I have an idea for a language, and I want to know if it already exists. The language is a data representation language. It encodes rules about how data is represented in a store (e.g. MySQL, HBase, Riak, Neo4J, MongoDB, Redis, flat files). The language would have four directives: entity, predicate, operation, and realize. The entity directive gives the “platonic” description of a type.

entity User
  Id id
  String userName
  String displayName

entity Task
  Id id
  String name
  Date dueDate

entity UserTask // encodes many-to-many relationship
  Id id
  User user
  Task task

entity Comment
  Id id
  Task parentTask
  String comment
  Date when

The predicate directive tells how these types are represented. For example, to represent the user object in a relational database:

import RDBMS

predicate forall u: User exists r: RelationalRow where
  r.table = 'User' and
  r['id'] = u.id and
  r['userName'] = u.userName and
  r['displayName'] = u.displayName

or in a key value store:

import KeyValue
import Pickle

predicate forall u: User exists p: KeyValuePair where
  p.key = "User." + u.id.toString() and
  p.value : Pickled<Map<String,String>> and
  p.value['userName'] = u.userName and
  p.value['displayName'] = u.displayName

You can also use predicates to specify how types are embodied in classes.

predicate forall u: User exists o: Object where
  o.class = 'org.example.myapp.objects.User' and
  o['id'] = u.id and
  o['displayName'] = u.displayName

Notice that I left out userName; classes do not have to be perfectly aligned with the platonic entities. You can even combine different entities into a single class. For example, imagine a Java class like this:

public class Task {
  public long id;
  public String name;
  public Date dueDate;
  public List<Comment> comments;
}

Even though tasks and comments are separate entites, you can still map between them and the task class:

predicate forall t: Task exists o: Object where
  o.class = 'org.example.myapp.objects.Task' and
  o['id'] = t.id and
  o['name'] = t.name and
  o['dueDate'] = dueDate and
  o['comments'] : List and
  o `sortedBy` (c => c['when']) and
  forall c: Comment (c.parentTask = t =>
    exists co: Object where
    co `in` o['comments'] and
    co.class = 'org.example.myapp.objects.Comment' and
    co['id'] = c.id and
    co['when'] = c.when
    co['comment'] = c.comment) and
  forall co: Object (co `in` o['comments'] =>
    exists c: Comment where
    c.parentTask = t and
    c.id = co['id'])

It’s a little crazy, but it could be made simpler with a library function and/or syntactic sugar saying “this embodied list matches this list of entites”. I just wanted to give you some idea of how flexible I want this language to be.

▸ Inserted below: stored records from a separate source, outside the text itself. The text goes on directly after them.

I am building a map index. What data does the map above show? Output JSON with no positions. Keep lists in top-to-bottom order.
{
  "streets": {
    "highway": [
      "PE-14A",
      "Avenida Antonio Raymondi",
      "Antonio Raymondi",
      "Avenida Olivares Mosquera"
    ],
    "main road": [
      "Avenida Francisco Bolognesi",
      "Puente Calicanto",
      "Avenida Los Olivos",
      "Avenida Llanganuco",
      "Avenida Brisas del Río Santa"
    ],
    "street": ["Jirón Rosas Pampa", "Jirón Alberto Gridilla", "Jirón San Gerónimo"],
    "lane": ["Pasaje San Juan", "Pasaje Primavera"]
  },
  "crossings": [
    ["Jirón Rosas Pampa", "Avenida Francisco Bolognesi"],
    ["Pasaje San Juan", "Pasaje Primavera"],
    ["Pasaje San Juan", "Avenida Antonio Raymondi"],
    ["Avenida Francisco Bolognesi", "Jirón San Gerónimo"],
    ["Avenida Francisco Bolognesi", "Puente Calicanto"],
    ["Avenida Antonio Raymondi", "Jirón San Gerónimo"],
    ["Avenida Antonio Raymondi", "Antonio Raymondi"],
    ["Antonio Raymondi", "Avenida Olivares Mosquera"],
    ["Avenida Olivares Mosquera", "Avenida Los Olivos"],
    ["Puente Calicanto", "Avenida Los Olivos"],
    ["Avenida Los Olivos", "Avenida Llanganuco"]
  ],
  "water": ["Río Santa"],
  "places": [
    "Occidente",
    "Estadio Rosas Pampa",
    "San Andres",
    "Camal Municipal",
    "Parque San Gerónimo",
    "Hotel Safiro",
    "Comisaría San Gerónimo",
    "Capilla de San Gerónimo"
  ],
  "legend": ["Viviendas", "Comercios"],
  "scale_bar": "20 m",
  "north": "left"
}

The operation directive gives names to operations that might be performed on the entities.

operation createUser(userName: in String, displayName: in String) where
  exists u: User and
  u.userName = userName and
  u.displayName = displayName and
  u.id `notIn` Before.User and
  After.User = Before.User + u

operation getTasksForUser(userId: in Id, tasks: out Set<Task>) where
  exists u: User where u.id = userId => (
  forall t: Task (exists ut: UserTask where
      ut.user = u and
      ut.task = t =>
    ut.task `in` tasks) and
  forall t: Task (t `in` tasks =>
    exists ut: User where ut.user = u and ut.task = t))

The realize directive indicates how operations will be realized using concrete classes.

realize createUser as
  void createUser(userName: java.lang.String, displayName: java.lang.String)

realize getTasksForUser as
  java.util.Set<org.example.myapp.objects.Task> getTasksForUser(u: org.example.myapp.objects.User)

Compiling would generate a code block for each realize directive. It would fail if any of the operations were impossible. (e.g. getTasksForUser would be impossible for a key-value store if you had stored only Task => [User] pairs and forgotten the User => [Taks] pairs. It would generate a warning if any of the operations were slow. (e.g. getCommentsForTask on an ordered key-value store when the comments were indexed by commentId and not by $taskId:$commentId)

So, does a language like this already exist? I know there are several things that come close, ORMs being the obvious example. Most ORMs require you to build schemas according to THEIR rules, not your own rules, and the exceptional ones require you to write custom code, usually 4 different times, for the get, set, update, and delete cases, when the representation is anything non-standard.

I want something that can handle

  • multiple stores simultaneously, e.g. memcache and MySQL.
  • denormalized data. e.g. if I have a User-to-Task and a Task-to-User representation of UserTask in a sharded database, the code generated for createUserTask should do two inserts.
  • other really crazy representations, such as
    • In a column family database, storing the first comment of a task in the comment1 column of the row for that task, the second comment in the comment2 column, etc.
    • Putting a sentinel value in a redis list so I can tell the difference between an empty list and unknown.

Since it seems really useful, I would love to write this language, but honestly, I don’t even know where to begin. Conceptually, how do you translate quantified logic into imperative code? What would abstraction look like in this language? (e.g. Can I make a listEqualsList function?) Outside of the entity/predicate/operation/realize directives, what primitives would I need to provide so that other people can write modules for their favorite pet database?